* Problem details: Using the listing that follows, filter out every line lacking the string "check" and return the rest.

* Supplied material:

--------------------

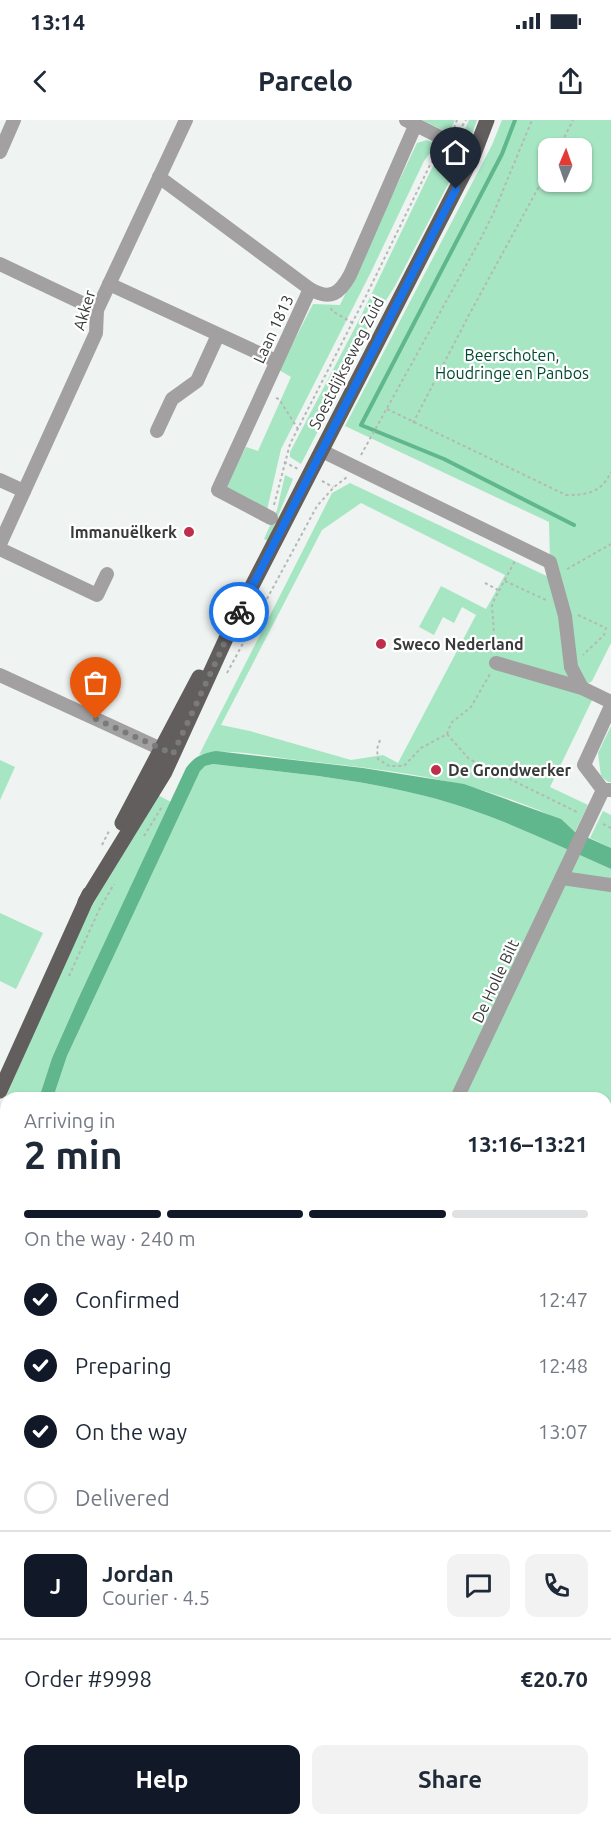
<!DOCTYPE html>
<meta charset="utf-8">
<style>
:root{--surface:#fff;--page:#f2f2f3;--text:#1f2937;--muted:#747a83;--line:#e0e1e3;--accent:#111827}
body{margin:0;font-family:Ubuntu,sans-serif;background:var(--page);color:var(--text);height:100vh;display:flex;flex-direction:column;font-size:22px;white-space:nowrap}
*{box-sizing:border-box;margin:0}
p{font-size:20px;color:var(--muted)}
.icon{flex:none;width:33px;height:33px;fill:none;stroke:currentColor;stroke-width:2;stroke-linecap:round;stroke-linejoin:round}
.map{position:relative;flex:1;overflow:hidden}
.side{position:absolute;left:0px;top:972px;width:612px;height:734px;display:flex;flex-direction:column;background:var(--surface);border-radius:18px 18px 0 0;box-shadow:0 2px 4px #0004}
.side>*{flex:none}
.needle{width:39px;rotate:2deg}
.fabs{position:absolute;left:538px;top:18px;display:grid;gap:12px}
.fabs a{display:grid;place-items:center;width:54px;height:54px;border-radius:12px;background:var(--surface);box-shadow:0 2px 4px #0004;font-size:30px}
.pin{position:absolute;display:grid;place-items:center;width:51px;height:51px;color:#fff;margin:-62px -26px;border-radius:50% 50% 50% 0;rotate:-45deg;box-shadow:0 0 6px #0007}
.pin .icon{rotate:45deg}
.courier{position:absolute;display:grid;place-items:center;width:60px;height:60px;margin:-30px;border:4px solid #1a73e8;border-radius:50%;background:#fff;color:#222;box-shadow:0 2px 8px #0007}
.overview em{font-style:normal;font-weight:600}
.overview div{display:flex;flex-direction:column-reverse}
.overview{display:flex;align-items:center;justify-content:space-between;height:102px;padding:0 24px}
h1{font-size:39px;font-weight:600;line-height:45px}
.bar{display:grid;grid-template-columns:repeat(4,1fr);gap:9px 6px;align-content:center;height:72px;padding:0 24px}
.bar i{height:8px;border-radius:4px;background:var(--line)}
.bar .selected{background:var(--accent)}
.bar p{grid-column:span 4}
.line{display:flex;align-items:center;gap:15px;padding:0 24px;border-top:2px solid var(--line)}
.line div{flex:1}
.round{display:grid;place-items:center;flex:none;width:63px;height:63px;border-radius:12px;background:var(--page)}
ol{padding:0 24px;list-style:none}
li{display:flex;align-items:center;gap:18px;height:66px}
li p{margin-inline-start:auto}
li .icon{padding:6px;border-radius:50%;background:var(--accent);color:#fff;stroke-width:4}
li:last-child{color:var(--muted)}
li i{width:33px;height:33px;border:3px solid var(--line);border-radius:50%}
.cta{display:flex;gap:12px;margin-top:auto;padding:12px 24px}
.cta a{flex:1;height:69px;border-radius:12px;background:var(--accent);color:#fff;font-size:24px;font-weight:600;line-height:69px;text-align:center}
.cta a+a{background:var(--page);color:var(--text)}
.status{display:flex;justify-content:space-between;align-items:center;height:42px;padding:0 30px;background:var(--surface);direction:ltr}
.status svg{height:16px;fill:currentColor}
header{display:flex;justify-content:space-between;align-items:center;height:78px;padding:0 24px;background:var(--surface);font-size:27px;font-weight:600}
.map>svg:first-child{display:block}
</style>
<div class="status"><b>13:14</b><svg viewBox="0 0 49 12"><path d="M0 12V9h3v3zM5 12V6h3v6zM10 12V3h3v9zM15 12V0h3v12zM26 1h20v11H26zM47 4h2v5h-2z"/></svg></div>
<header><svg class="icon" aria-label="back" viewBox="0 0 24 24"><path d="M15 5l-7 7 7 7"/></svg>Parcelo<svg class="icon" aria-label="share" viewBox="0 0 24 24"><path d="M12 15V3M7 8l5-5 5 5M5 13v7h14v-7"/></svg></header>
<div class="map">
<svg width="611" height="1705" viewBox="0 0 611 1705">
<rect width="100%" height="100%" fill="#eff3f1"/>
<g fill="#a6e6c3" fill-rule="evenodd">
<polygon points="422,0 455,0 449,13"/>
<polygon points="469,0 477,0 471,17 459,15 465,9"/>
<path d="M502,0H611V523L592,561L582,568L595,574L550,667L588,685L575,712C558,697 544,692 523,684C448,655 369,648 289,639C263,636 223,627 199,635L332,373L350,363L555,460L550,442L549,402L345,306L492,25ZM549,28H582V62H549ZM361,383L505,455L486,489L441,466L419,507L434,515L443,497L454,503L462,487L476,495L398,643L383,635L351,640L250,611L221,605L322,410Z"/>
<polygon points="427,20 437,24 424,41 370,154 281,329 267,390 225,367 246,327 258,331 291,257 279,250 313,184 340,185 417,23"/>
<polygon points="447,28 456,42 456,49 395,166 371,204 359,219 342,253 335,278 301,344 290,337 290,332 360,198 432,48"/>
<polygon points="285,355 293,359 268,421 264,419 277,390"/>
<polygon points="611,606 611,662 608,662 601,656 598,633"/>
<polygon points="0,640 15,647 0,680"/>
<path d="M213,644C284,652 355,658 425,676C490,692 550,722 611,749V1575L606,1573V978H53L67,936L200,650L205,646Z"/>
<polygon points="156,674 171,682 79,877 52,938 39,978 6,978 6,1082 0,1100 0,991 48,879 88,794 120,732"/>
<polygon points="603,691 611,695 611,728 590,718"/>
<polygon points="0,793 43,813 16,869 0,861"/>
<polygon points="6,1124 6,1339 0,1337 0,1142"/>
<polygon points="0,1386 6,1388 6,1700 348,1700 345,1705 0,1705"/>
</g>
<g fill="#61b78d">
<path d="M216,631L363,648L464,664L561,699L575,712L611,728V749C550,722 490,692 425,676C355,658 284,652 213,644L205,646L200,651L67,936L53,978H39L52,938L79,877L186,648C194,637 202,633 216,631Z"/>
<polygon points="6,1082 6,1124 0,1142 0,1100"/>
</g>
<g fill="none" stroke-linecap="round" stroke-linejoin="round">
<polyline stroke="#61b78d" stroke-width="4" points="515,0 502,34 361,305 444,339 574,405"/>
<g stroke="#b4b8b6" stroke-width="2" stroke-dasharray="3 3" stroke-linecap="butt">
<polyline points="454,8 457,0"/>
<polyline points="459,11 466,0"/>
<polyline points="559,28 573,0"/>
<polyline points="331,188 332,191 353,203"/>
<polyline points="276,278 279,279 298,309"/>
<path d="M387,289L566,375C587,375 601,373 611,352"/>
<polyline points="413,303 470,193 549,48"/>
<polyline points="361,335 479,122 494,92 532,0"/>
<polyline points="284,342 298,349"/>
<polyline points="322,361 333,367"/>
<polyline points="274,385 290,324 365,178 430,45 440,31"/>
<polyline points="567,449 611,424"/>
<polyline points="505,461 546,480"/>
<polyline points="485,463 500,471"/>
<polyline points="578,495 606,508 604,515 583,535"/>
<polyline points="495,529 492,484 516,439"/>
<polyline points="227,553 317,386 334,367 347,357"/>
<polyline points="447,614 451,603 471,587 490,554"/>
<polyline points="380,620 377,629 378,639 389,646 404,646 421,628 447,614 469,639 579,693"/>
<polyline points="603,704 611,708"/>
<polyline points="144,716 163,685"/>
<polyline points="102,725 110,709"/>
<polyline points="69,856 99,790 114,764"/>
<polyline points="0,1037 6,1005"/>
</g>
<g stroke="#a2a0a1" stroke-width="14">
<polyline points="406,0 474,34"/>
<polyline points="0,32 14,0"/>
<polyline points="159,57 310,169"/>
<polyline points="0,144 97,190"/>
<polyline points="109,164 276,241"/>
<polyline points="157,311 172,279 197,261 218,215"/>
<polyline points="322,331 550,442 565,496 571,547 582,568 611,582"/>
<polyline points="0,360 24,371"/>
<path d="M271,398L218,370L310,169C331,181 340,173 350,155L415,6"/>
<polyline points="0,424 96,213 97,190 186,0"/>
<polyline points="0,429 97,475 107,454"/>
<polyline points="496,543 582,568"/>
<polyline points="0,555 170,633"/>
<polyline points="611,586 584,645 603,670 611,670"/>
<polyline points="562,758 611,765"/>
<polyline points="457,978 603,670"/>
<polyline points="0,1368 6,1369"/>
<polyline points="606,1589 611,1591"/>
</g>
<g stroke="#625e5e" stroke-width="15">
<polyline points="122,703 199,557"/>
<polyline points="85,782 165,652 234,501 474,34 487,0"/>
<polyline points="0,971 89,774"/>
</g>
</g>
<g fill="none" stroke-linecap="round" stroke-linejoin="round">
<polyline stroke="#797b7a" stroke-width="6" stroke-dasharray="0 10.8" points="96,599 173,634 239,492"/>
<polyline stroke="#1a73e8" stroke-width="8" points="239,492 456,69"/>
</g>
<g fill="#bf2e4b" stroke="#fff" stroke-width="2">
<circle cx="189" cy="412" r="6"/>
<circle cx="381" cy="524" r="6"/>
<circle cx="436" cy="650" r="6"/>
</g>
<g text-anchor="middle" stroke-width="4.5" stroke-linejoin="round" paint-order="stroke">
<g font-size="16" fill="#393b3a" stroke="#fff">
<text transform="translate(84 190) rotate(-73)" y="6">Akker</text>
<text transform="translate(273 209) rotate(-65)" y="6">Laan 1813</text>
<text transform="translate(346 243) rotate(-63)" y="6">Soestdijkseweg Zuid</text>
<text transform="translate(495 861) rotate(-65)" y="6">De Holle Bilt</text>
</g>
<g font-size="16" fill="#00492e" stroke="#fff">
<text x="512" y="241">Beerschoten,<tspan x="512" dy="18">Houdringe en Panbos</tspan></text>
</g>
<g font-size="16" font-weight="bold" fill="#393b3a" stroke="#fff" text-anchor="start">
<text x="177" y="418" text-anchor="end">Immanuëlkerk</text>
<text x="393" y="530">Sweco Nederland</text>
<text x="448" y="656">De Grondwerker</text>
</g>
</g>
</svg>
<div class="fabs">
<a><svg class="needle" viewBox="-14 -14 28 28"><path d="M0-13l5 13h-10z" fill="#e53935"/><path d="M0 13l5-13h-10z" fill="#747a83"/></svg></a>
</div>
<div class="pin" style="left:96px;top:599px;background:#ea580c"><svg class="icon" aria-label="bag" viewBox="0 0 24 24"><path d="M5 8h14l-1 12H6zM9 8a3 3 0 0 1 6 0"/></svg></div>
<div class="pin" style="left:456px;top:69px;background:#1f2937"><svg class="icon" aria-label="home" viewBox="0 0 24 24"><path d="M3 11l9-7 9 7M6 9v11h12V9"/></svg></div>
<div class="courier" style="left:239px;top:492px"><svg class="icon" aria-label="bike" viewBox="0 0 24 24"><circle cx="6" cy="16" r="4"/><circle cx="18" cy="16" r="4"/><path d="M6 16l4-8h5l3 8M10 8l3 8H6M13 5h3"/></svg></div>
<section class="side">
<div class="overview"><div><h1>2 min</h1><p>Arriving in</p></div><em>13:16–13:21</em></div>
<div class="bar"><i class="selected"></i><i class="selected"></i><i class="selected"></i><i></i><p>On the way · 240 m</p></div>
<ol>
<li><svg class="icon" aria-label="check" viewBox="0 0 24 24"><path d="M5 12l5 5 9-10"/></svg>Confirmed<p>12:47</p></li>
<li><svg class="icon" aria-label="check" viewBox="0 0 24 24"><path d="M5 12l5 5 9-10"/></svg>Preparing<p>12:48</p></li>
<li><svg class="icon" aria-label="check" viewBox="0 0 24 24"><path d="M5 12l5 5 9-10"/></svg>On the way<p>13:07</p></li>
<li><i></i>Delivered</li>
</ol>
<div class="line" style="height:108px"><b class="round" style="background:var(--accent);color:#fff">J</b><div><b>Jordan</b><p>Courier · 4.5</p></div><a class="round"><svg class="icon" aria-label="chat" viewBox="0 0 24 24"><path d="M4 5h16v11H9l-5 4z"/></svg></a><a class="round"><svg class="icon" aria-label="phone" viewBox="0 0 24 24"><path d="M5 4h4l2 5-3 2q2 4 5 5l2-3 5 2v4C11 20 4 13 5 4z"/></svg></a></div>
<div class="line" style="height:78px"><div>Order #9998</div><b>€20.70</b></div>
<div class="cta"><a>Help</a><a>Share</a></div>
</section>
</div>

--------------------

* Your response:
<li><svg class="icon" aria-label="check" viewBox="0 0 24 24"><path d="M5 12l5 5 9-10"/></svg>Confirmed<p>12:47</p></li>
<li><svg class="icon" aria-label="check" viewBox="0 0 24 24"><path d="M5 12l5 5 9-10"/></svg>Preparing<p>12:48</p></li>
<li><svg class="icon" aria-label="check" viewBox="0 0 24 24"><path d="M5 12l5 5 9-10"/></svg>On the way<p>13:07</p></li>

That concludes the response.